The only thing to be kept in mind is the selection of a Mutual fund to invest in. We aren't talking about just the name of the mutual fund. Several factors will decide which mutual fund you go for! These factors will also affect the amount you put in every month through SIP.
- What is the goal of your investment?
- Your goal decides the amount needed at the end, hence lets you choose the Mutual fund with the best Return on Investment.
- How long do you need to invest in it?
- Do you want Tax Saving investment option?
- Do you want to earn a Monthly Income from it?
- Do you want maximum gain? (at the cost of risk)
- What type of investment fund - Debt funds, Equity funds, ELSS (Tax-saving)
A mutual fund is a wide topic! We will explain all the types and nitty-gritty in a separate post soon!
Second Option: Digital Gold
Ever since the invention of Digital Gold, SIP-ing into gold became really easy and effective!
Digital Gold is still your regular gold, but it is bought and sold online on similar platforms as stocks. There are several different apps available for buying a digital form of gold.
For example, PayTm, Google Pay, Zerodha, Groww, etc.
Here you are guaranteed 24 carat Gold! If you need further information on this you can read our article here. It explains everything in detail!
Third Option: Stocks
This is something most people miss out on! Yes, you can invest in your favourite companies share through the SIP route.
However, investing in stocks is not for the faint-hearted. If you don't understand the stock market, usually this option should be avoided. You will find plenty of rumours, free advice, Twitter posts by the dozen suggesting what to take and the mass mentality following them. You should be smart about which stock to pick. Once again the initial factors that we discussed in the Mutual Fund Option above come into the picture. The stock should be chosen keeping all of those factors in mind.
In case you have the knowledge about the stock market - Great! If not, then we'd suggest asking professionals that do this for a living.
If you don't know where to look, don't worry, help is just around the corner!
Fourth Option: ETF!
ETF or Exchange Traded Funds (What are ETF?) are another candidate for SIP.
ETFs can be invested in the same way as a regular stock of a company, i.e., on a stock exchange.
ETFs mirror the underlying asset's price, e.g., Nifty, NASDAQ, Gold, NIFTY IT. They go in the same direction as these assets, but they have their own price.
Example: LIC MF ETF - SENSEX - this ETF will mirror the price of SENSEX (since its start in 2015, it has given 102% returns), SBI ETF - GOLD will mirror the price of gold (since its start in 2009, it has given 189% returns) and its changes every day, etc.!
Historically, all the underlying assets have gone up, i.e. they have grown; hence the ETF can be a good long term investment option! Also, since most ETFs are not dependent on 1 single company, hence your portfolio becomes safe!
ETFs are usually not very expensive, and hence you can start a SIP with a low investment of even up to Rs. 100/month!

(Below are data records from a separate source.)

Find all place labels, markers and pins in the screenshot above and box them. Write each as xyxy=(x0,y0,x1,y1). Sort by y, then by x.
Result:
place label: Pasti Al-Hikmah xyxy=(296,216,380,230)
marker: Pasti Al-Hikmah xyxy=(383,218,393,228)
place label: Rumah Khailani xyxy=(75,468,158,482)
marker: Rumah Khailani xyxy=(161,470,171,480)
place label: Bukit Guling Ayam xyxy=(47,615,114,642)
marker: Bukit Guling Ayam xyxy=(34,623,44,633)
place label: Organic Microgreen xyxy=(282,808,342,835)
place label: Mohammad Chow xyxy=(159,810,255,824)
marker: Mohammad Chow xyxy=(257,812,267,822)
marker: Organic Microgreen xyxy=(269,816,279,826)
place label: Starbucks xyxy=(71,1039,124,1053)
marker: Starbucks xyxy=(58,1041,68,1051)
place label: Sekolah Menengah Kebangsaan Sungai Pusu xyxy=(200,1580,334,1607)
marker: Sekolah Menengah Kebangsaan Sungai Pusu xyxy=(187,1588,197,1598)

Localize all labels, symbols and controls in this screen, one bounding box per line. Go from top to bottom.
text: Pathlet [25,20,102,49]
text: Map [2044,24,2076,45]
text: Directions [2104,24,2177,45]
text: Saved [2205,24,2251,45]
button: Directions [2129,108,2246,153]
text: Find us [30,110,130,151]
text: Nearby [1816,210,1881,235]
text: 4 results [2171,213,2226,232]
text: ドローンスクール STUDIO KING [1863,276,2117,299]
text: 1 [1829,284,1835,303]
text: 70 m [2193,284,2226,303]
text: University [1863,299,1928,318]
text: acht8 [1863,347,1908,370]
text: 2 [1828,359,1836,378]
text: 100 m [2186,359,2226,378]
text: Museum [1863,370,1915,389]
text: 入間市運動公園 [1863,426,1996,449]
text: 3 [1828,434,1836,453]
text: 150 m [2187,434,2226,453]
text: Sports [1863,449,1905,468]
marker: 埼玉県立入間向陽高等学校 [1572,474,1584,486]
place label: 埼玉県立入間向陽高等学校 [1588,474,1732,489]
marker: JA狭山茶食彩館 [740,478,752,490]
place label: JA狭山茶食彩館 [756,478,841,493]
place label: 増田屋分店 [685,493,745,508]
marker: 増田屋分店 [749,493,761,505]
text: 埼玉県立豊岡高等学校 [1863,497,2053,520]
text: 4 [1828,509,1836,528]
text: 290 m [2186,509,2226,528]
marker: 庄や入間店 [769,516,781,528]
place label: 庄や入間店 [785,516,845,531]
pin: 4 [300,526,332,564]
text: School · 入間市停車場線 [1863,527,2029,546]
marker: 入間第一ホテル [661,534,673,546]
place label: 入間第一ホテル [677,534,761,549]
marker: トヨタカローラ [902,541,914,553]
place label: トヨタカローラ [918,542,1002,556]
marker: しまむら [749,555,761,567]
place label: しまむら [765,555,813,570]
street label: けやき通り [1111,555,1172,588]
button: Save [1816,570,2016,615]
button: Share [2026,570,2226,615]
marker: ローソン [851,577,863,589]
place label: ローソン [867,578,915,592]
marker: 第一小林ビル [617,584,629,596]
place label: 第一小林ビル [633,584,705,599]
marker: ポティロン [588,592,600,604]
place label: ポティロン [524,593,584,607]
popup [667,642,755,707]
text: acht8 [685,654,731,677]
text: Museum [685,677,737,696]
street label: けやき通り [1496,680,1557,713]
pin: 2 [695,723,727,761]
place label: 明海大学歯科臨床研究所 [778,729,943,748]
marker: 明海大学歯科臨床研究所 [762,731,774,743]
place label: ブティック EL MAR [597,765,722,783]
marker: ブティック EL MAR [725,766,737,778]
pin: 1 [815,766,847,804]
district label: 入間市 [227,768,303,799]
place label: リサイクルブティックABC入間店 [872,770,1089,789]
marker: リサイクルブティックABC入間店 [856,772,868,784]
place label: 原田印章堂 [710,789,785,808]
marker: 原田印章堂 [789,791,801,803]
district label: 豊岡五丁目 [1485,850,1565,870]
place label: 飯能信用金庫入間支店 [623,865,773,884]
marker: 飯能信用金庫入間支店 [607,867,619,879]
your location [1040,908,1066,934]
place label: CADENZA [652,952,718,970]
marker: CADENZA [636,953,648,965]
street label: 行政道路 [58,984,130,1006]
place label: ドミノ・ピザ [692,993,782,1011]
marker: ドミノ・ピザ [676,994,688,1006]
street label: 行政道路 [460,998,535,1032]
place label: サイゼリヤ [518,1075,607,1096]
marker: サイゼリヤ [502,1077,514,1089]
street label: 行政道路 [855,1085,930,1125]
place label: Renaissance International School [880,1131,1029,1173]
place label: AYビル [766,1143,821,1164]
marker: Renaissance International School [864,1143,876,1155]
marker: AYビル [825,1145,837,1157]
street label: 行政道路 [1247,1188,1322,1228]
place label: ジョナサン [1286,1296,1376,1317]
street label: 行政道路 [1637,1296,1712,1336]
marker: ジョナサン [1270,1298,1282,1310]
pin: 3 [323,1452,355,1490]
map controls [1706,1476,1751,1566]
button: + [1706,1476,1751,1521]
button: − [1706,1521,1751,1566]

Note: All the examples given above should not be considered as advice. We have chosen examples randomly to give the reader some perspective!
Too many SIPs?
The beauty of a SIP lies in the fact that, unlike regular EMIs, you can pause and restart a SIP whenever you want!
This makes sure that you are never burdened. If you face a tough month, you can pause your SIP. If you have some extra bucks saved up this month, you can add money into the option selected on top of your SIP.
This flexibility allows you to stay free and not feel locked up.
SIP is also done in NPS (National Pension System) schemes. However, since in NPS the SIP remains constant, a good percentage of money, in the end, has to be re-invested in pension schemes, and there is a strict lock-in period (until you reach 65 years). Hence we avoided discussing that option for SIP above!